(Stored items)
_ _ _ _

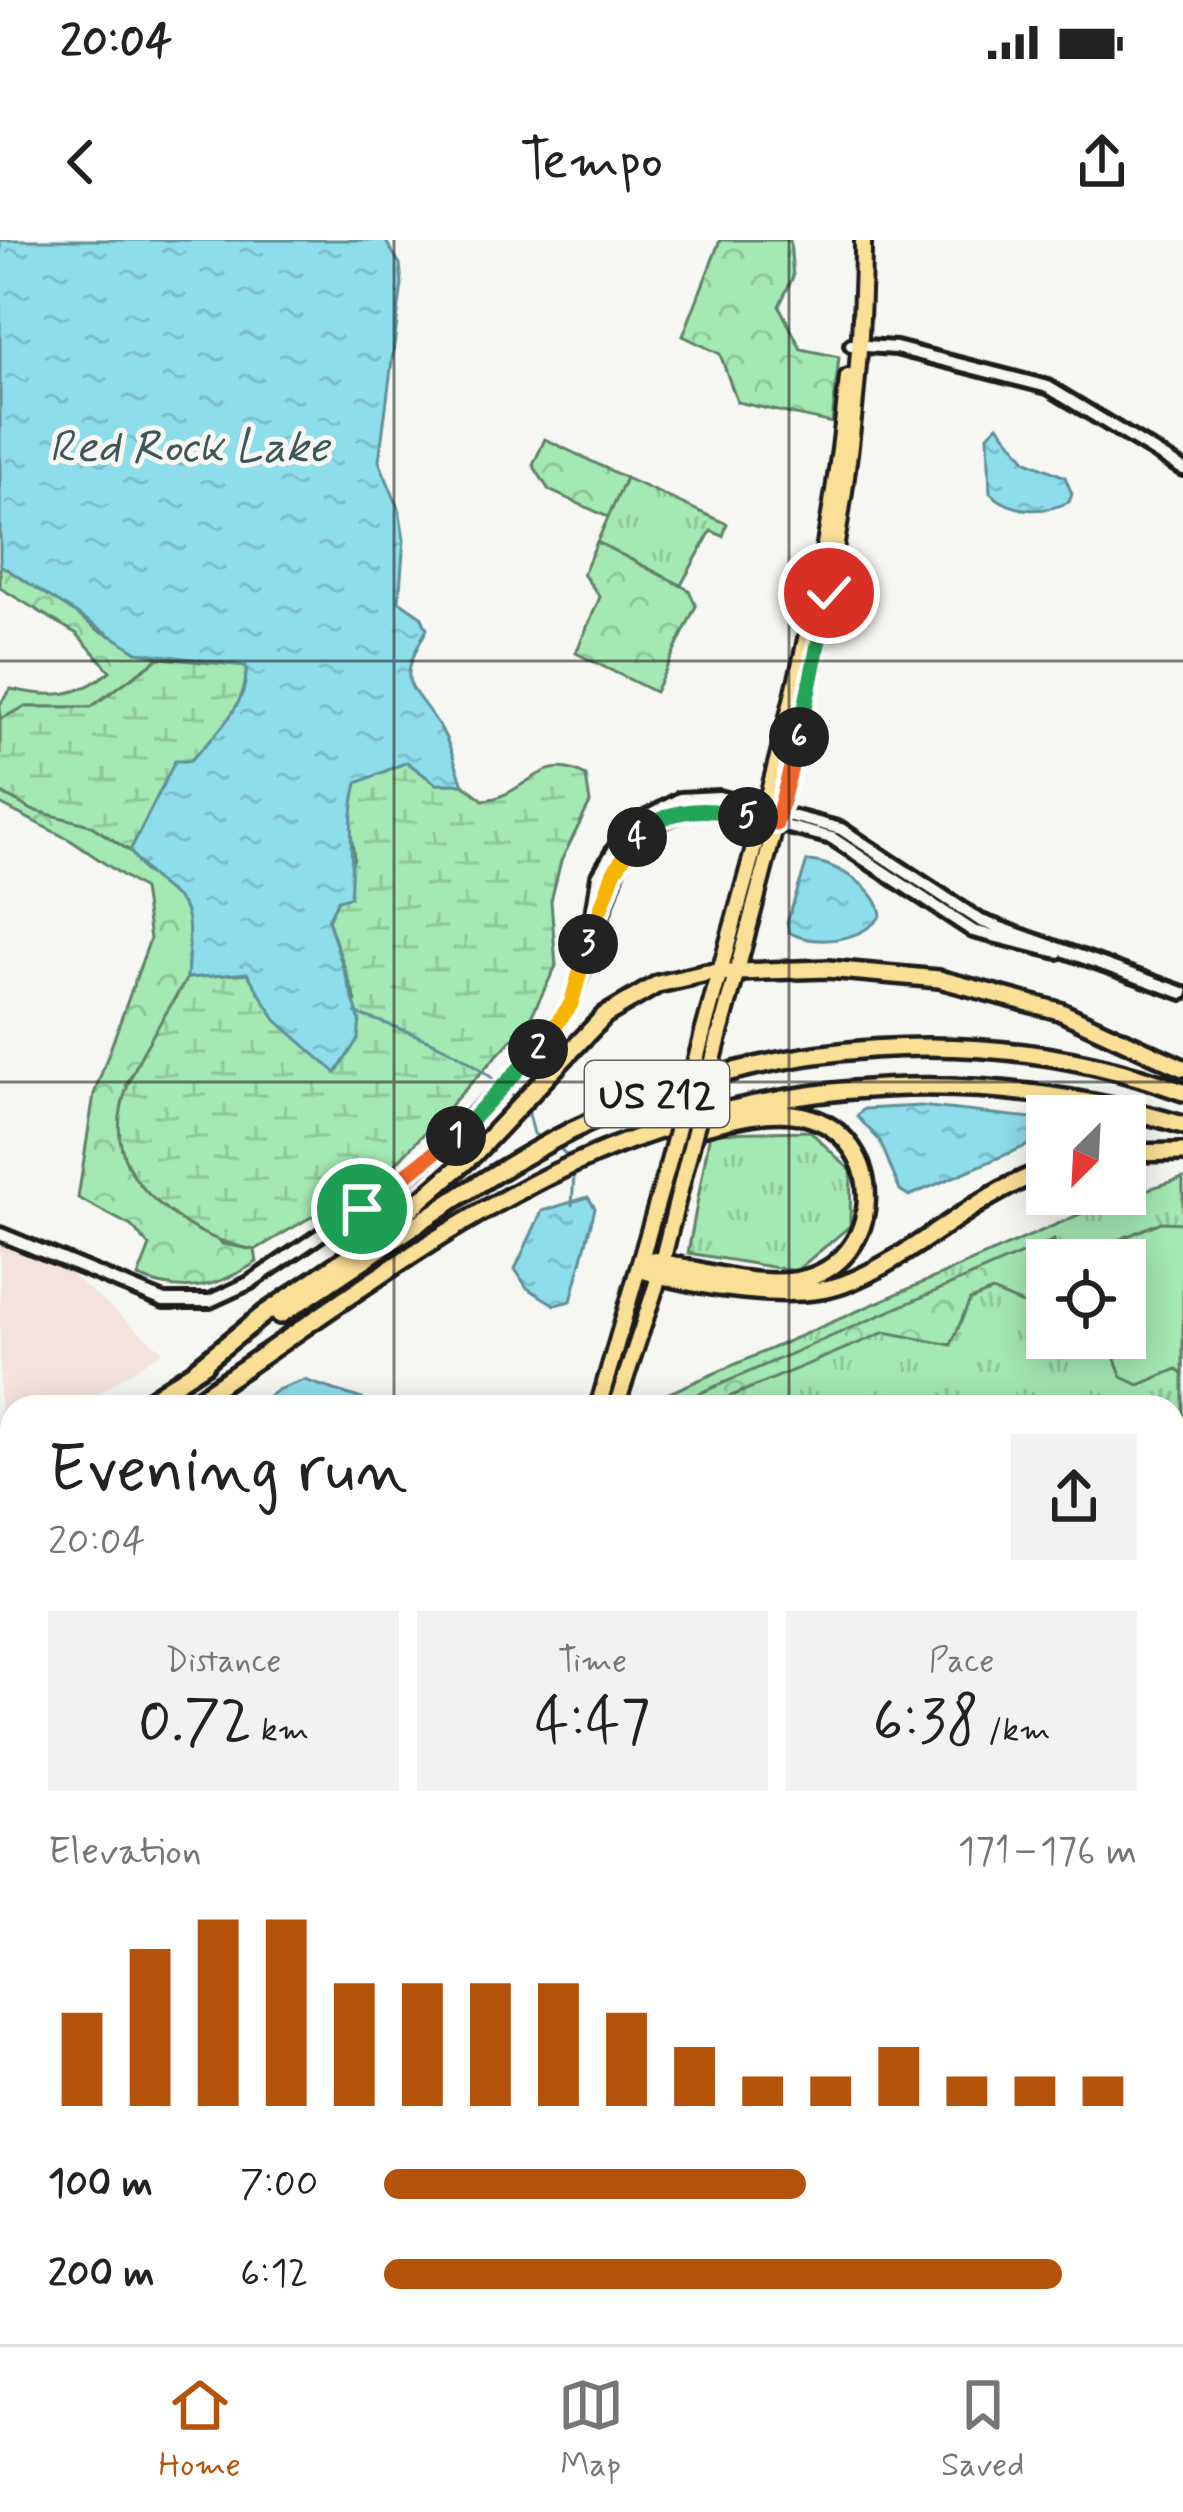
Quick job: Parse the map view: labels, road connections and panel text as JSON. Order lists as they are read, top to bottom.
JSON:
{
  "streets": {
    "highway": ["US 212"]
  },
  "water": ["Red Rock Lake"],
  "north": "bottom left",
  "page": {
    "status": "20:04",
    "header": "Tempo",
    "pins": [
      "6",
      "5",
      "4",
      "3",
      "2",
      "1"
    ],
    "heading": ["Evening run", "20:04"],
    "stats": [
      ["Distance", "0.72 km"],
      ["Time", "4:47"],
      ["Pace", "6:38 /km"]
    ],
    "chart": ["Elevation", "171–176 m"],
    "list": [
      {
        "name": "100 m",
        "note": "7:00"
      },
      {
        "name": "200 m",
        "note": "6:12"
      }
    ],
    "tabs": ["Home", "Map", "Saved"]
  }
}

_ _ _ _

### WHAT YOU SHOULD DO:
Could you output all the entries above exactly as written, leaving out the pictures?

### SOLUTION TO THIS EXERCISE:
Quick job: Parse the map view: labels, road connections and panel text as JSON. Order lists as they are read, top to bottom.
JSON:
{
  "streets": {
    "highway": ["US 212"]
  },
  "water": ["Red Rock Lake"],
  "north": "bottom left",
  "page": {
    "status": "20:04",
    "header": "Tempo",
    "pins": [
      "6",
      "5",
      "4",
      "3",
      "2",
      "1"
    ],
    "heading": ["Evening run", "20:04"],
    "stats": [
      ["Distance", "0.72 km"],
      ["Time", "4:47"],
      ["Pace", "6:38 /km"]
    ],
    "chart": ["Elevation", "171–176 m"],
    "list": [
      {
        "name": "100 m",
        "note": "7:00"
      },
      {
        "name": "200 m",
        "note": "6:12"
      }
    ],
    "tabs": ["Home", "Map", "Saved"]
  }
}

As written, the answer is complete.